Dans l’île d’Haïti, dans le village d’Anse Bleue vivent les Lafleur, paysans miséreux soumis aux caprices de la terre. Quatre générations familiales défilent devant nos yeux dans la tradition populaire haïtienne, avec leurs souffrances, leurs superstitions, leurs débrouilles, leurs désirs, leurs faiblesses. Ils sont confrontés à la puissance féodale de leurs rivaux riches et corrompus, les Mésidor qui étendent inexorablement leur puissance sur la région au détriment des fermiers.
Les soubresauts politiques qui se dessinent à Port-au-Prince et gagnent les villages, la corruption insidieuse liée à une violence meurtrière (Papa Doc et ses Tontons Macoutes ne sont pas cités mais sont bien présents) ne feront qu’accentuer la déchirure: l’opportunisme politique est réservé aux nantis.

Le destin des Lafleur prend une coloration dramaturgique lorsque la jeune Olmène se laisse séduire par l’ennemi séculaire, le vieux Tertulien Mésidor. Le symbole est fort: elle y gagne «une case en dur» alors que ses parents et frères s’agglutinent dans la pièce unique de la cabane. Mais il ne peut y avoir d’issue au destin, Olmène revient à la famille, sans espoir. Tous se régénèrent dans les rites superstitieux du vaudou et s’obstinent vainement à vaincre une terre hostile qui ne cesse de s’appauvrir et de les anéantir.

Certains, plus jeunes, plus insoumis, tenteront la fuite, au grand dam du patriarche. Mais ce ne sont que soubresauts; on ne peut changer le cours du destin: Olmène disparaît à jamais, abandonnant son fils au lakou, au cercle familial. Son frère Fénelon croit pouvoir grimper l’échelle sociale en intégrant les milices, il sera le premier trahi et lynché.
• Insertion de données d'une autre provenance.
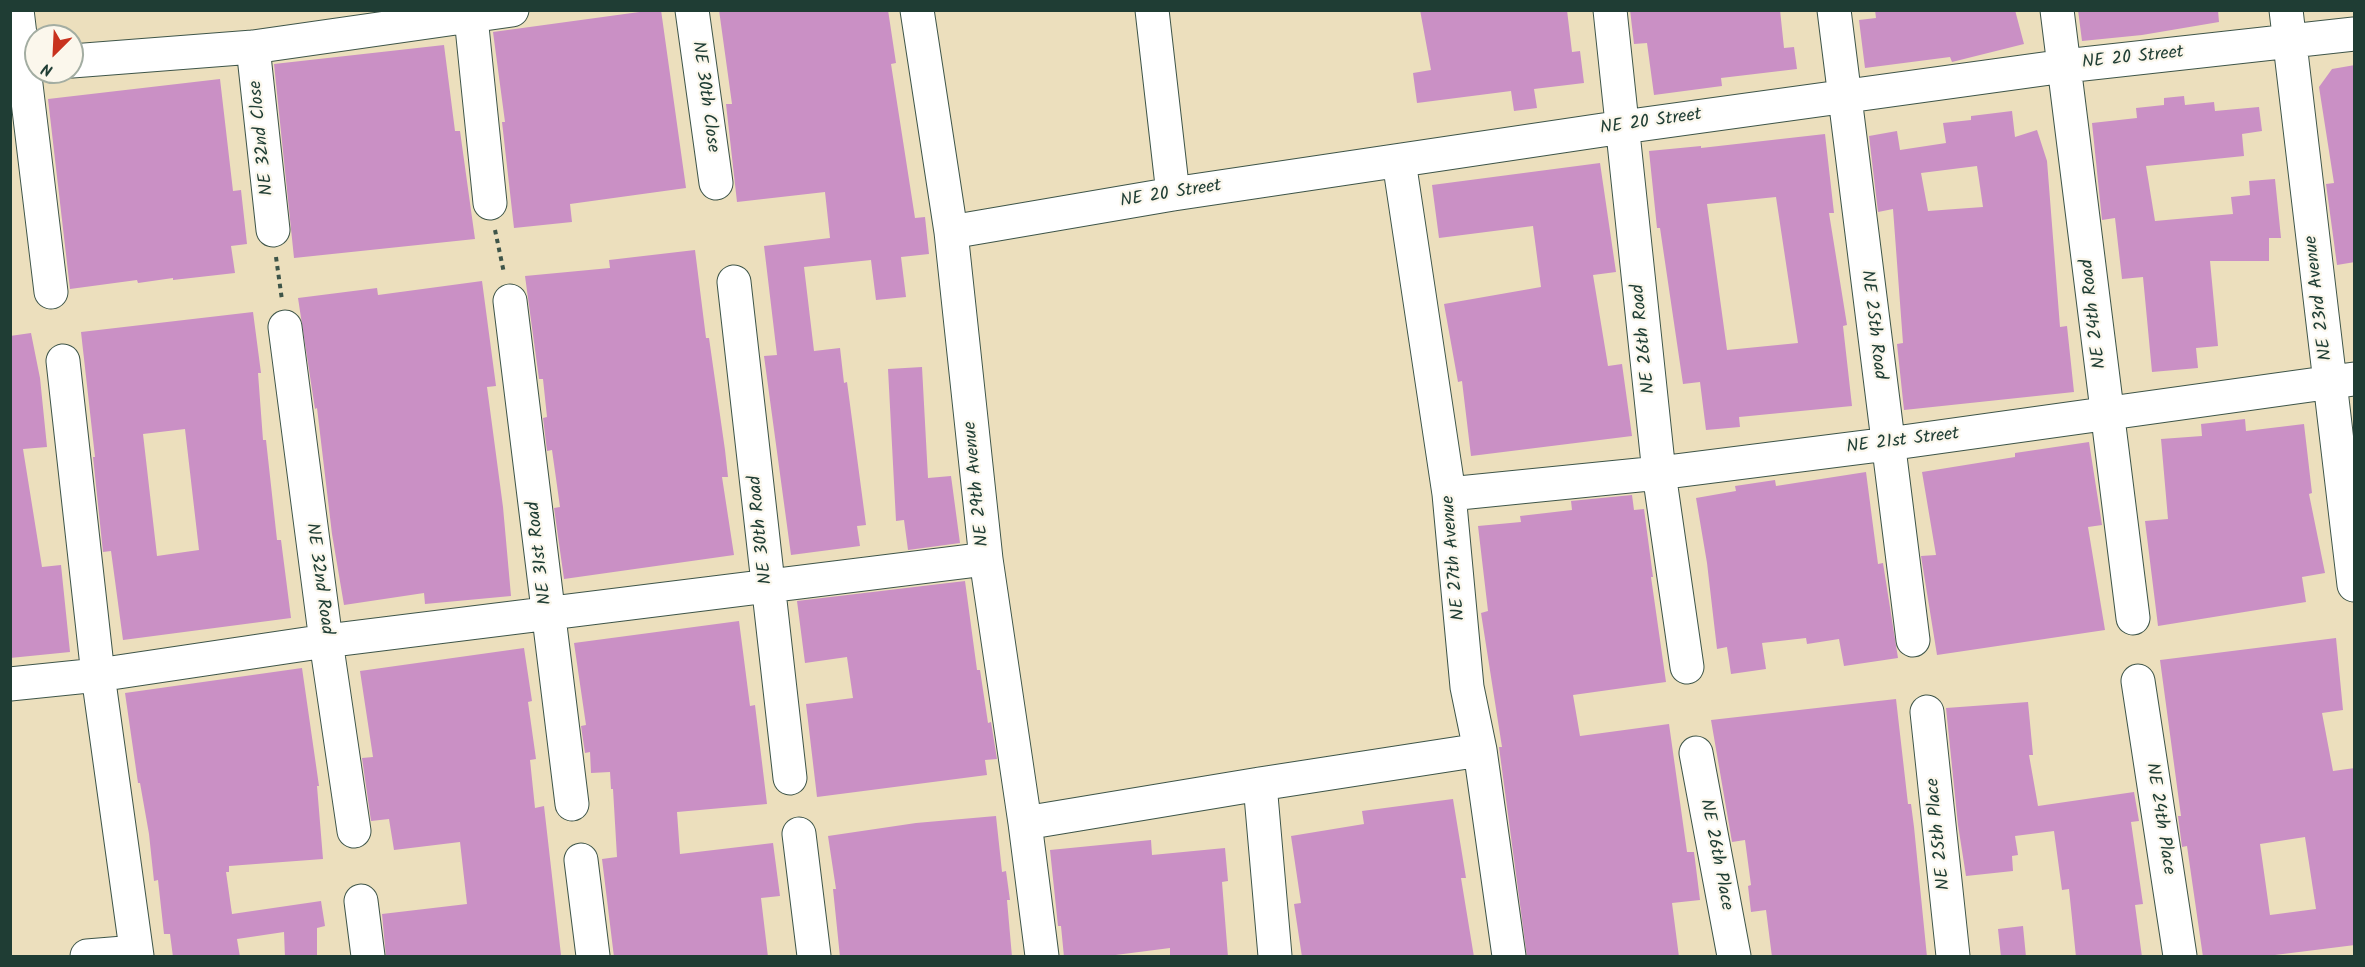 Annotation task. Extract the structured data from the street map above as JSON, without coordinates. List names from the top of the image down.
{
  "streets": {
    "street": [
      "NE 20 Street",
      "NE 30th Close",
      "NE 32nd Close",
      "NE 23rd Avenue",
      "NE 24th Road",
      "NE 25th Road",
      "NE 26th Road",
      "NE 21st Street",
      "NE 29th Avenue",
      "NE 30th Road",
      "NE 31st Road",
      "NE 27th Avenue",
      "NE 32nd Road",
      "NE 24th Place",
      "NE 25th Place",
      "NE 26th Place"
    ]
  },
  "crossings": [
    ["NE 20 Street", "NE 23rd Avenue"],
    ["NE 20 Street", "NE 24th Road"],
    ["NE 20 Street", "NE 25th Road"],
    ["NE 20 Street", "NE 26th Road"],
    ["NE 20 Street", "NE 29th Avenue"],
    ["NE 20 Street", "NE 27th Avenue"],
    ["NE 23rd Avenue", "NE 21st Street"],
    ["NE 24th Road", "NE 21st Street"],
    ["NE 25th Road", "NE 21st Street"],
    ["NE 26th Road", "NE 21st Street"],
    ["NE 21st Street", "NE 27th Avenue"]
  ],
  "north": "bottom left"
} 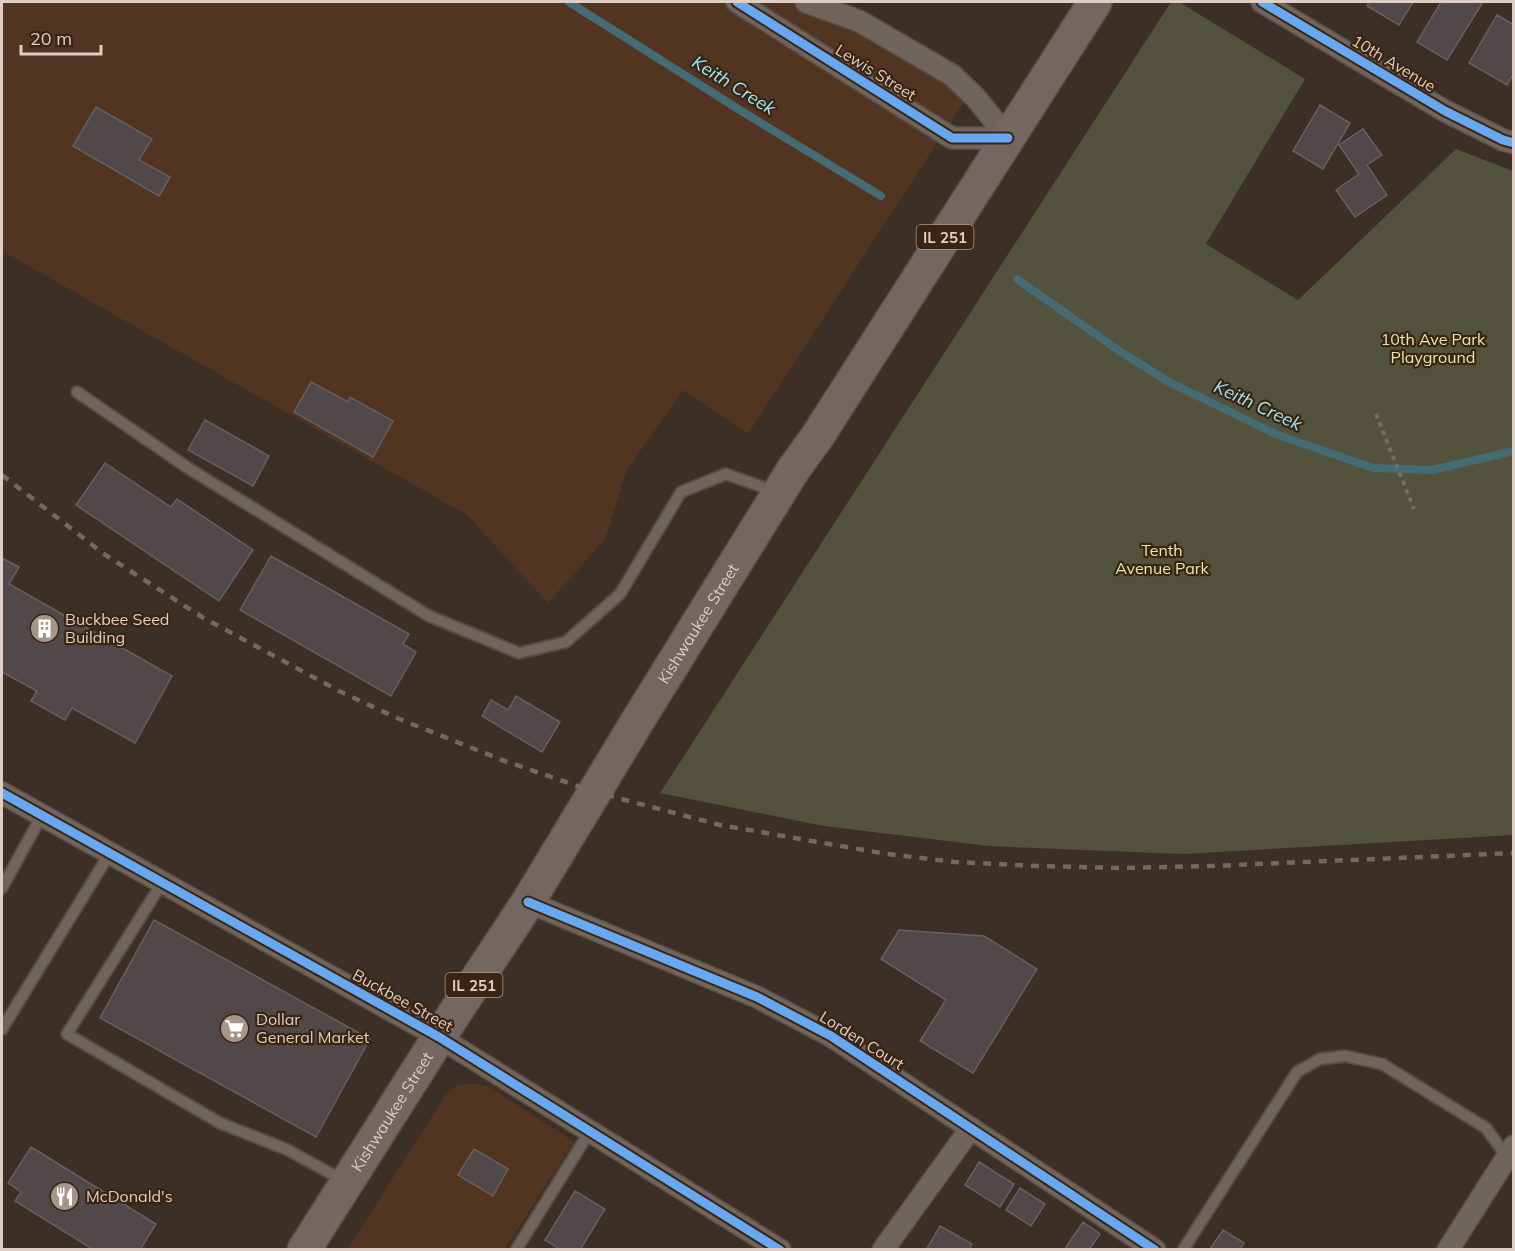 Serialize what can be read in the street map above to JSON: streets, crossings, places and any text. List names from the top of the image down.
{
  "streets": {
    "main road": ["IL 251", "Kishwaukee Street"],
    "street": [
      "10th Avenue",
      "Lewis Street",
      "Buckbee Street",
      "Lorden Court"
    ]
  },
  "crossings": [
    ["Lewis Street", "Kishwaukee Street"],
    ["Kishwaukee Street", "Buckbee Street"],
    ["Kishwaukee Street", "Lorden Court"]
  ],
  "water": ["Keith Creek"],
  "parks": ["10th Ave Park Playground", "Tenth Avenue Park"],
  "places": {
    "building": ["Buckbee Seed Building"],
    "supermarket": ["Dollar General Market"],
    "restaurant": ["McDonald's"]
  },
  "scale_bar": "20 m"
}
La fresque familiale est entrecoupée de récits répétitifs à la première personne: ceux d’une jeune fille naufragée, violentée, trouvée moribonde sur la plage. Dans son agonie, elle évoque mentalement sa famille, les Lafleur. Elle boucle la saga familiale, il s’agit de la petite-fille cadette d’Olmène, Cétoute, assassinée par le dernier des Mésidor.

Le récit est empreint de descriptions poétiques, impressionnistes, dans une langue riche et imagée. Les tournures créoles foisonnent (un lexique figure en fin de livre). Le ton est authentique et nous fait vivre la réalité cynique de l’île, la souffrance paysanne, les marchés villageois, les transes vaudou, les calamités naturelles - sécheresse, ouragans.
Tout en étant emphatique dans la forme, la narration est dépourvue d’élans passionnés: l’intonation est fondamentalement résignée. Les événements paraissent inéluctables et renforcent de leur fatalité le sombre futur de l’île et ses habitants.

Le roman peut déconcerter par son exotisme (outre le lexique créole, un arbre généalogique aide à la lecture) mais il s’agit d’une très belle découverte d’une littérature francophone antillaise.